Source records
**********
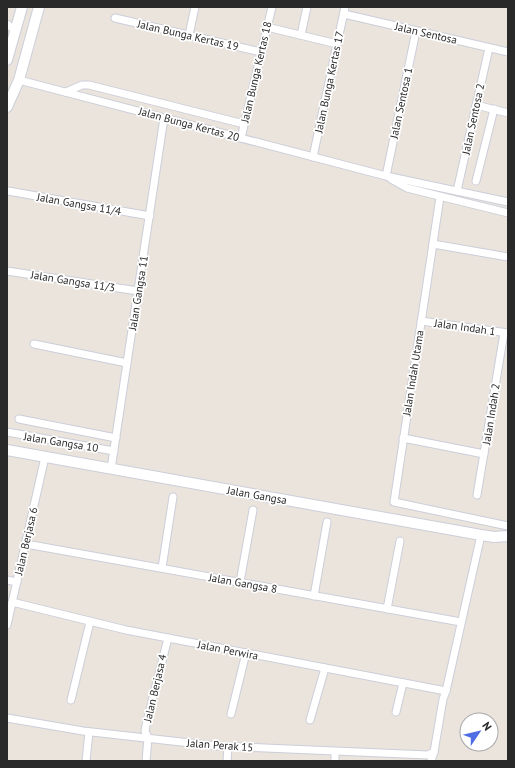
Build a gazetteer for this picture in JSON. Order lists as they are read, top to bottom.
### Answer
{
  "streets": {
    "street": [
      "Jalan Sentosa",
      "Jalan Bunga Kertas 19",
      "Jalan Bunga Kertas 18",
      "Jalan Bunga Kertas 17",
      "Jalan Sentosa 1",
      "Jalan Sentosa 2",
      "Jalan Bunga Kertas 20",
      "Jalan Gangsa 11/4",
      "Jalan Gangsa 11/3",
      "Jalan Gangsa 11",
      "Jalan Indah 1",
      "Jalan Indah Utama",
      "Jalan Indah 2",
      "Jalan Gangsa 10",
      "Jalan Gangsa",
      "Jalan Berjasa 6",
      "Jalan Gangsa 8",
      "Jalan Perwira",
      "Jalan Berjasa 4",
      "Jalan Perak 15"
    ]
  },
  "crossings": [
    ["Jalan Sentosa", "Jalan Bunga Kertas 17"],
    ["Jalan Sentosa", "Jalan Sentosa 1"],
    ["Jalan Sentosa", "Jalan Sentosa 2"],
    ["Jalan Bunga Kertas 19", "Jalan Bunga Kertas 18"],
    ["Jalan Bunga Kertas 18", "Jalan Bunga Kertas 20"],
    ["Jalan Bunga Kertas 17", "Jalan Bunga Kertas 20"],
    ["Jalan Sentosa 1", "Jalan Bunga Kertas 20"],
    ["Jalan Bunga Kertas 20", "Jalan Gangsa 11"],
    ["Jalan Gangsa 11/4", "Jalan Gangsa 11"],
    ["Jalan Gangsa 11/3", "Jalan Gangsa 11"],
    ["Jalan Gangsa 11", "Jalan Gangsa 10"],
    ["Jalan Gangsa 11", "Jalan Gangsa"],
    ["Jalan Indah 1", "Jalan Indah Utama"],
    ["Jalan Indah 1", "Jalan Indah 2"],
    ["Jalan Gangsa", "Jalan Berjasa 6"],
    ["Jalan Berjasa 6", "Jalan Gangsa 8"],
    ["Jalan Berjasa 6", "Jalan Perwira"],
    ["Jalan Perwira", "Jalan Berjasa 4"],
    ["Jalan Berjasa 4", "Jalan Perak 15"]
  ],
  "north": "top right"
}
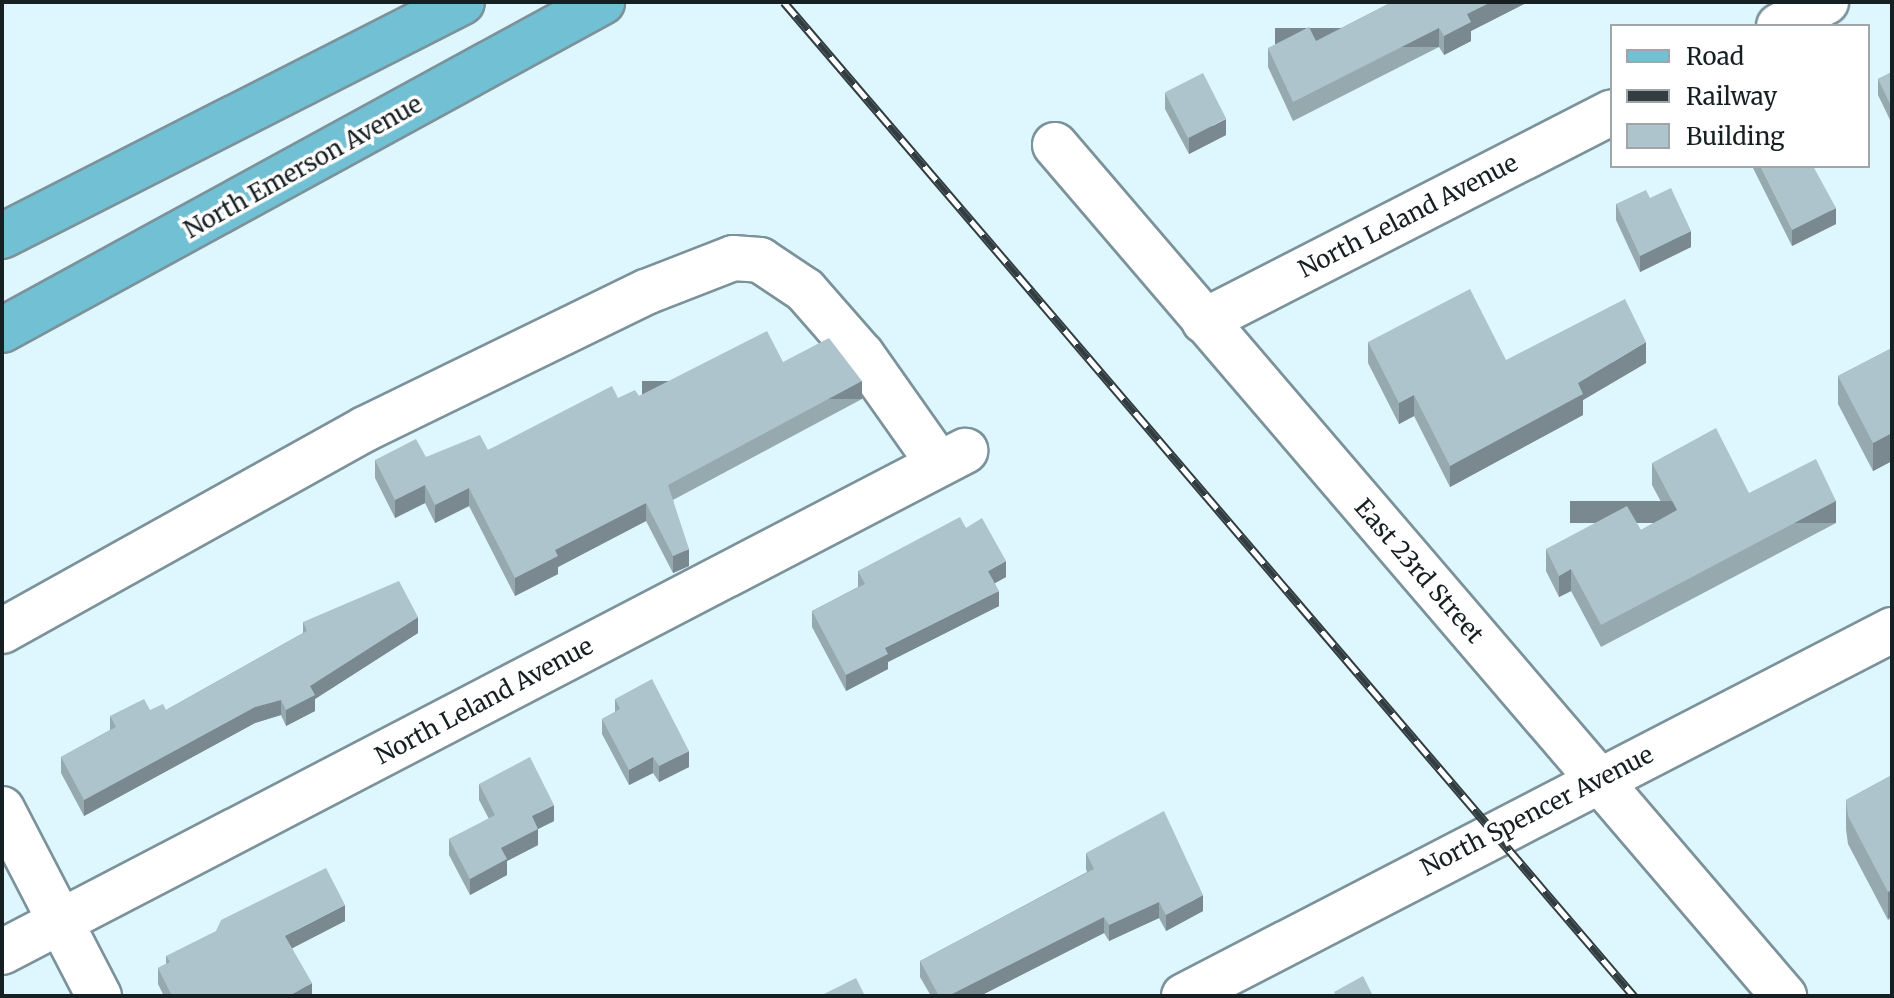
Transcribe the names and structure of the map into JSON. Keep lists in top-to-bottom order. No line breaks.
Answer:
{"streets":{"main road":["North Emerson Avenue"],"street":["North Leland Avenue","East 23rd Street","North Spencer Avenue"]},"crossings":[["North Leland Avenue","East 23rd Street"],["East 23rd Street","North Spencer Avenue"]],"legend":["Road","Railway","Building"]}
**********
Problem to solve: Your answer should consist of every line from the entries that holds "streets".

Result below:
  "streets": {
{"streets":{"main road":["North Emerson Avenue"],"street":["North Leland Avenue","East 23rd Street","North Spencer Avenue"]},"crossings":[["North Leland Avenue","East 23rd Street"],["East 23rd Street","North Spencer Avenue"]],"legend":["Road","Railway","Building"]}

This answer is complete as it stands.